Therefore, the chances of getting a CAR if you SWITCH are 2/3. The calculation is 2/3 x 1/1 = 2/3.

Your chances of picking the CAR on your INITIAL PICK is 1 in 3, correct? Everyone agree? Good.

Now, if you INITIALLY pick the car, then Monty will reveal ONE OF THE GOATS. This means that if you SWITCH you have a 100% chance of getting the GOAT (because you have INITIALLY chosen the CAR, if you SWITCH you are abandoning it) If you DO NOT SWITCH you will receive the CAR, EVERY TIME. However, you already agreed that the chance of picking the CAR INITIALLY is 1 in 3. 1/3 x 1/1 = 1/3.

Therefore, the chances of getting a CAR if you DON'T SWITCH are 1/3.


If you can spot an error in the logic, please explain.

 

[allan120]

Okay, Duckers finally qualified his 50/50 stuff with "independently" or something to that effect. Whee.

Btw, this isn't covered in calculus or the math section of the SAT.

 

[Duckers]

(because the beginning of this paragraph explicitly stated you picked a GOAT INITIALLY


Well ok, I am not arguing about the 2/3 chance to pick the car any more.
(no need to ask Mr Math, an MIT professor or write a program ).

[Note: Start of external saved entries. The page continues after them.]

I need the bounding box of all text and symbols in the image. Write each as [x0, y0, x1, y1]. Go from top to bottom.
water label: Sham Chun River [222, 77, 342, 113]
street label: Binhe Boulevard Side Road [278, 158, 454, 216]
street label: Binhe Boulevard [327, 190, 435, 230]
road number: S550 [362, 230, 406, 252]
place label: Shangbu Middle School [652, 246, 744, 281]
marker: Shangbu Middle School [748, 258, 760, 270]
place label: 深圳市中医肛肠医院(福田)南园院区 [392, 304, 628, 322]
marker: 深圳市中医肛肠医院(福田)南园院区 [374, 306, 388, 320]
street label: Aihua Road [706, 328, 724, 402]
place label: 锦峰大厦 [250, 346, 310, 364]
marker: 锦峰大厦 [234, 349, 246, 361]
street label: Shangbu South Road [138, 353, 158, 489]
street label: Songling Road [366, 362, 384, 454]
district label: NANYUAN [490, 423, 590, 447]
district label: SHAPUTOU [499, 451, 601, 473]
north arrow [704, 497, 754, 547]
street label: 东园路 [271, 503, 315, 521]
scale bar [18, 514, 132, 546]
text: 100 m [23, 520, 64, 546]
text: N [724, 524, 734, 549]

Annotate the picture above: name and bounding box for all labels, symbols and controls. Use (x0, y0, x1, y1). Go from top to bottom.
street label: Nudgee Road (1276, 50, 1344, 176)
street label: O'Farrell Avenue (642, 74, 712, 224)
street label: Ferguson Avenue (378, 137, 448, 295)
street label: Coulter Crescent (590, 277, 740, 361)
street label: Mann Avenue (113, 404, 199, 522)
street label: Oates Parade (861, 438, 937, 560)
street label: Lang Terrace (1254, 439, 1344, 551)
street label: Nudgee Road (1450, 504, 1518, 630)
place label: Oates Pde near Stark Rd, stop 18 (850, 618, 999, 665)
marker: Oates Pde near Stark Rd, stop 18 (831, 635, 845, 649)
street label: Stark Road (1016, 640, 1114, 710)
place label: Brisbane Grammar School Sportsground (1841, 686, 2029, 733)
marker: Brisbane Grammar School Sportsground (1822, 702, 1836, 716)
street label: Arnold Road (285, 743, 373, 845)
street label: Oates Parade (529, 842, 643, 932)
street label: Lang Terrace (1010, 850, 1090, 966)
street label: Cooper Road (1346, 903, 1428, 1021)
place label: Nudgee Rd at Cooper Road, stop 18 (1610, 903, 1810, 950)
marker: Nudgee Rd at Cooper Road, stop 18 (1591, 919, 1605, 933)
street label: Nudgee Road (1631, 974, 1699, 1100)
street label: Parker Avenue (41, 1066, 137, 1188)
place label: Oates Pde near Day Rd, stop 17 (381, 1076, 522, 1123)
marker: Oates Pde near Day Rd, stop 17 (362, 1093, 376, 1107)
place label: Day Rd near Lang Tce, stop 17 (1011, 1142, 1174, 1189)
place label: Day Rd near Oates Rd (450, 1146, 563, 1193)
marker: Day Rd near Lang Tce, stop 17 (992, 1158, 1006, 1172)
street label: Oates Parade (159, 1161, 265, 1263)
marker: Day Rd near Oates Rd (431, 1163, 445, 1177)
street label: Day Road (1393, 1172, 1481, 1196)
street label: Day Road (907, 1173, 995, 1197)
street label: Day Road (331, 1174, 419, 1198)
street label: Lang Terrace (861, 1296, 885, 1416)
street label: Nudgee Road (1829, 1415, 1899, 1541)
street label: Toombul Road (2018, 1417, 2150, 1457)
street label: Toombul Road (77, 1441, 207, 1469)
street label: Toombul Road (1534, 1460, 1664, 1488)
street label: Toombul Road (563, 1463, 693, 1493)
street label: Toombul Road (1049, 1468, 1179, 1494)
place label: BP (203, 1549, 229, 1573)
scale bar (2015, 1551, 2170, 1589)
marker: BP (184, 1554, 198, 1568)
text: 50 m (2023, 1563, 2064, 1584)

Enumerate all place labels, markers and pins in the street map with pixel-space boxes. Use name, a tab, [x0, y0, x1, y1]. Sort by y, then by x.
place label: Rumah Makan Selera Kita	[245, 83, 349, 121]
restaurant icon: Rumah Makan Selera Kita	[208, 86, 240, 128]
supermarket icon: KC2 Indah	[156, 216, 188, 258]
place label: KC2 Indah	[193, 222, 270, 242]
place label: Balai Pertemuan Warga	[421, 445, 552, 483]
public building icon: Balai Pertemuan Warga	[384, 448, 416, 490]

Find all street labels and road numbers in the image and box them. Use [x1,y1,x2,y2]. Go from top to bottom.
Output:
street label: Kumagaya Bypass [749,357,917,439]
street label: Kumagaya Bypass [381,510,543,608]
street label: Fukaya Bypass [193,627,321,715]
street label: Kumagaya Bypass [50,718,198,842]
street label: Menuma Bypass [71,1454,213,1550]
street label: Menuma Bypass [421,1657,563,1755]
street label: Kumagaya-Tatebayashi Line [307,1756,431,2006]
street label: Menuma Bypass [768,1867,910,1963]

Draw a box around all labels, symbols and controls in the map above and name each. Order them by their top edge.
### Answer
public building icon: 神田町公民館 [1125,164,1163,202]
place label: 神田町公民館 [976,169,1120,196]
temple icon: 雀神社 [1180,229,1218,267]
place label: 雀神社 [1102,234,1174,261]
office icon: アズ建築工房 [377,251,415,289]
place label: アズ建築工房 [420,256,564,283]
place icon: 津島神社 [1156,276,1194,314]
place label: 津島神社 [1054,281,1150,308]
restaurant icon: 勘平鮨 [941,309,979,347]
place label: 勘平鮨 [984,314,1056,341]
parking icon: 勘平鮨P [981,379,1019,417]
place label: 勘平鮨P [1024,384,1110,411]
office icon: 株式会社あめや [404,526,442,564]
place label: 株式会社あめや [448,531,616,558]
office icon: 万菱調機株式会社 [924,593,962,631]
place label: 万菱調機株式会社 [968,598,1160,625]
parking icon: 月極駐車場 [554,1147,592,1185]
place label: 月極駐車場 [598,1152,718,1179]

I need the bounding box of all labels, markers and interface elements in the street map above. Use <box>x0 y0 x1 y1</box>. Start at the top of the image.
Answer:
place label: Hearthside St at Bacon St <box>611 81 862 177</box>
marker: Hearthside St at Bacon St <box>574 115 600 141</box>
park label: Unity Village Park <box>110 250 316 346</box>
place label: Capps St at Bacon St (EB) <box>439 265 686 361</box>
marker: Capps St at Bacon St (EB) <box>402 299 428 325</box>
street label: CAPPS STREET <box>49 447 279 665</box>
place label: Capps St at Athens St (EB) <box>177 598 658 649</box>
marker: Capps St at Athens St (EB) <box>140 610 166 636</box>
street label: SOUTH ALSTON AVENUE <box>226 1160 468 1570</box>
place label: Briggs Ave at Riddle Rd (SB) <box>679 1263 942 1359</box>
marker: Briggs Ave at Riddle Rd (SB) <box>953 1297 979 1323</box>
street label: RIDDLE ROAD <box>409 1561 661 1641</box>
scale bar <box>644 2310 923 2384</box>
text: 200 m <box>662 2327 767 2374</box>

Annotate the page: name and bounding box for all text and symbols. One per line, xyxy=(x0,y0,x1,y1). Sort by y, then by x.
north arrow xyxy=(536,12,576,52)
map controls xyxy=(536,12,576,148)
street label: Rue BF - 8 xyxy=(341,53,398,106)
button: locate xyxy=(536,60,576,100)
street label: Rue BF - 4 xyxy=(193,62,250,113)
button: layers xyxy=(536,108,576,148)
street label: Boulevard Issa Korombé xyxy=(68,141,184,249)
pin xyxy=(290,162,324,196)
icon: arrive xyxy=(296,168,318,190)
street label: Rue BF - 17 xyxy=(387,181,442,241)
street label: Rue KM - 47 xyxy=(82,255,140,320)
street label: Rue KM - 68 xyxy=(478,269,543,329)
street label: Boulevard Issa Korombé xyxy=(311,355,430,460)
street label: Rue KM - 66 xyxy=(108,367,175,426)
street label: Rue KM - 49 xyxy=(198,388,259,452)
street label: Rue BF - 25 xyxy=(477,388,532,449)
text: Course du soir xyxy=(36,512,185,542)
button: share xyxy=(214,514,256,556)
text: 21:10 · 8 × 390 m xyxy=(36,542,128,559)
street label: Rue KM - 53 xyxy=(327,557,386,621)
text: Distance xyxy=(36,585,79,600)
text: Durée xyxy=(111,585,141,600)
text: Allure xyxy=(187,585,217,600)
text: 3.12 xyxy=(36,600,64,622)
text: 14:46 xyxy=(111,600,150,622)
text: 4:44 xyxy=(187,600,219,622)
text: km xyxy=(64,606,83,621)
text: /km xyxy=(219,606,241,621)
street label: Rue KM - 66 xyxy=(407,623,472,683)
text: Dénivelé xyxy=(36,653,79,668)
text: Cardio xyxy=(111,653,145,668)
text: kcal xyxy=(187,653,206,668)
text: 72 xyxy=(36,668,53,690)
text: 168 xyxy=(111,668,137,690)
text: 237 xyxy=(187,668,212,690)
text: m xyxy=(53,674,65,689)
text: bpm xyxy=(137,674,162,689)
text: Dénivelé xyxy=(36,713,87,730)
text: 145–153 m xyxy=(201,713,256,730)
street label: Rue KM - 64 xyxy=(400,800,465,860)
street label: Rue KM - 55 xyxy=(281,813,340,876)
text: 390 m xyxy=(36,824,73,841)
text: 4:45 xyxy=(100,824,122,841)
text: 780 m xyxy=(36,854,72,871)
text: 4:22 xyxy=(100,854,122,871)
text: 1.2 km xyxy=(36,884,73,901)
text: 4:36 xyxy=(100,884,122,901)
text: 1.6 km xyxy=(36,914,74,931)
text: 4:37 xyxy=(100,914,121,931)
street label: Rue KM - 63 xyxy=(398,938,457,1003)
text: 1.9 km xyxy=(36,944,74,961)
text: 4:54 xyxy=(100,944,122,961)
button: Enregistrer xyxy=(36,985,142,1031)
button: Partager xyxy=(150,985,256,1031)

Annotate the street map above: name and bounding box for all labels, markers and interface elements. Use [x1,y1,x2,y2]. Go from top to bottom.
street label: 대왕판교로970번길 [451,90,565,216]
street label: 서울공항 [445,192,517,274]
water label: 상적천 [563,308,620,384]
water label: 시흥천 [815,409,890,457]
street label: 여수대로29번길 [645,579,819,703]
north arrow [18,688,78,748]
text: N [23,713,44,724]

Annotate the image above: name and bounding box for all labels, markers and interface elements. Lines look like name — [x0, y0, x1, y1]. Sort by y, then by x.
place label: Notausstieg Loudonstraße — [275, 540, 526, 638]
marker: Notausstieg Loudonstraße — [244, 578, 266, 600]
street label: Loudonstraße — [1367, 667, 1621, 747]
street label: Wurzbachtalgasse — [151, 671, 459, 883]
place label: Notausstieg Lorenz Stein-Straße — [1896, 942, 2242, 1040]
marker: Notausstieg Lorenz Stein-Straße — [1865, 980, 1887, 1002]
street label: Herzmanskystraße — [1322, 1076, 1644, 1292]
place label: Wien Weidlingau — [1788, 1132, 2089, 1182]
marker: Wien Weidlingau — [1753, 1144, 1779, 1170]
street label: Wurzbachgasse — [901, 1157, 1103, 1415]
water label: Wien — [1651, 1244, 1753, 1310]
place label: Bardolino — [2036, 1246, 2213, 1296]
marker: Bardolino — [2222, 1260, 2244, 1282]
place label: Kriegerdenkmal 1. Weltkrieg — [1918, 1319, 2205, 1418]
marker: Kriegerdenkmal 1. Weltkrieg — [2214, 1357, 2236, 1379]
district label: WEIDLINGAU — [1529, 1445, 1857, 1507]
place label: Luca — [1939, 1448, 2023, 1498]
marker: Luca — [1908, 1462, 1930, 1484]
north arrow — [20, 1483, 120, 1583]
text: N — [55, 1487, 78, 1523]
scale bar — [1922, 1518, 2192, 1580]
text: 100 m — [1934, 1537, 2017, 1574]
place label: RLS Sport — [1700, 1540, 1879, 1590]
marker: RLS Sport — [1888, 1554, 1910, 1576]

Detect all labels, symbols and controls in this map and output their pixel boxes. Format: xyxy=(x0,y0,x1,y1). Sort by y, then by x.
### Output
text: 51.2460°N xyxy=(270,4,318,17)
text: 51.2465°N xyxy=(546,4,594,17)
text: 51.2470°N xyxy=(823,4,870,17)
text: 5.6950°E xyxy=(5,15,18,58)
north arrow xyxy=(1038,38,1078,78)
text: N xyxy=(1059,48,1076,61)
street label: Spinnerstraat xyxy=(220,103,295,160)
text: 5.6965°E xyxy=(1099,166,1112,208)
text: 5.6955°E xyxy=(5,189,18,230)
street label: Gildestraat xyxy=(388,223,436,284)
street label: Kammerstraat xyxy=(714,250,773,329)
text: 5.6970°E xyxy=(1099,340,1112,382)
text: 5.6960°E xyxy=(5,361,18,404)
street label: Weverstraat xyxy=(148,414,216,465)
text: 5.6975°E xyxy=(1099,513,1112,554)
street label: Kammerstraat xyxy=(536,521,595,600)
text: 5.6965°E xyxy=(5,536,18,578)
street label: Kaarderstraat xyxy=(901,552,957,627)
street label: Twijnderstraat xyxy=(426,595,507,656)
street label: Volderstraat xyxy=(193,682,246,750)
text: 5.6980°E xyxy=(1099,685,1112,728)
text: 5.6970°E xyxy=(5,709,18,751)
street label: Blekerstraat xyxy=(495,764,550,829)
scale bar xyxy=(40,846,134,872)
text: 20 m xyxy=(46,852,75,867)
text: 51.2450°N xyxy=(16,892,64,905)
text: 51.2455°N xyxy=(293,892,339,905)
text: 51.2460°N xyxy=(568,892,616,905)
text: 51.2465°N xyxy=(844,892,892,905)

I am talking about an independent event here and you are the ones who refuse to see what I am trying to say!

 

[Pretender]

Unless the following is incorrect, the correct answer is: It doesn't matter if you switch or not

Why?
No matter what door the contestant chooses, there will always be at least 1 other door with a goat behind it. Monty WILL DEFINATELY open the door (or one of the doors, if you chose the door with the car) with the goat behind it. All this means is that there are 2 unopened doors left: 1 with a goat behind it, one with a car behind it. Your initial choice means absolutely nothing (I find it amusing when websites put the main thoughts in bold to get the point across, it makes me laugh ), because regardless of what you initially chose, there will always be 2 unopened doors remaining, one with the car behind it, and one with the goat.

Comprende?

 

[Duckers]

Again Handle,

We don't know whether you are going to pick the car or the goat INITIALLY.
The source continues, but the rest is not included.